In mid-December, I was birding along the Beljarica levee (Beh-LYAH-ritza), my local patch north of Belgrade, when something other than birds attracted my attention: three wild boars, appearing all black because they had just swam through the swamp to reach the bottom of the levee. I think all were males, at last two huge ones certainly were. And here in Europe, they are the real deal, an indigenous species and not domesticated animals gone wild.

For a while, they followed the levee, then climbed and crossed it in front of me, only to disappear in the poplar plantation at the other side. This was only my second time ever to observe this subspecies (the first time was here as well), two other subspecies I have observed in India. They may have been disturbed by the presence of hunters in the Danube backwaters.

Photographed within Beljarica: six wild boars by Snezana Panjkovic

When I reached the levee earlier that morning, I met an elderly hunter from whom I learned that there was an ongoing duck and pheasant hunt, but no one was shooting from, nor towards the embankment, hence I should be safe there. I heard barely a shot or two, but the ducks were noticeably missing from the square ponds (“cubicles”) all along the levee, from where the soil to construct the levees was dug back in 1930s.

Whenever I come here, I am focused on birds, but I have had some good mammal sighting as well: a roe deer swimming across a pond (only its head and antlers visible), a pair of otters playing in the water, a curious (young?) badger observing me for a few seconds, a pair of young golden jackals showing well (maybe too well for their own safety), brown hares sometimes running joyfully along the levee and paying no attention to me, as well as the ubiquitous invasive coypus (originally from Patagonia). The only wildcat I found was illegally killed by hunters during closed season.

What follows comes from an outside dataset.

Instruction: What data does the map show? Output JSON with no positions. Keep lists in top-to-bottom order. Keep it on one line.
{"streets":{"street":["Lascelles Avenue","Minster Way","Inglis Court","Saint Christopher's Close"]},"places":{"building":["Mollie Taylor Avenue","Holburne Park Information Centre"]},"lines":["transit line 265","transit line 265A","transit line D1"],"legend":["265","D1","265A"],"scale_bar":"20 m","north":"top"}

Photographed within Beljarica: five White-tailed Eagles by Snezana Panjkovic

I barely started when some sulphur (a.k.a. clouded yellow) butterfly and one Brambling greeted me. These handsome finches breed in the far north of Europe and come here for the winter only. Two hundred metres further on, two young White-tailed Eagles were soaring. They are generally quite easy to spot here, especially in winter. Last year, two Serbian ornithologists were guiding a group of French birders and, prior to their return to the airport, the guides phoned me to enquire how to reach Beljarica – they had dipped the White-tailed Eagle! Easily enough, they got it here.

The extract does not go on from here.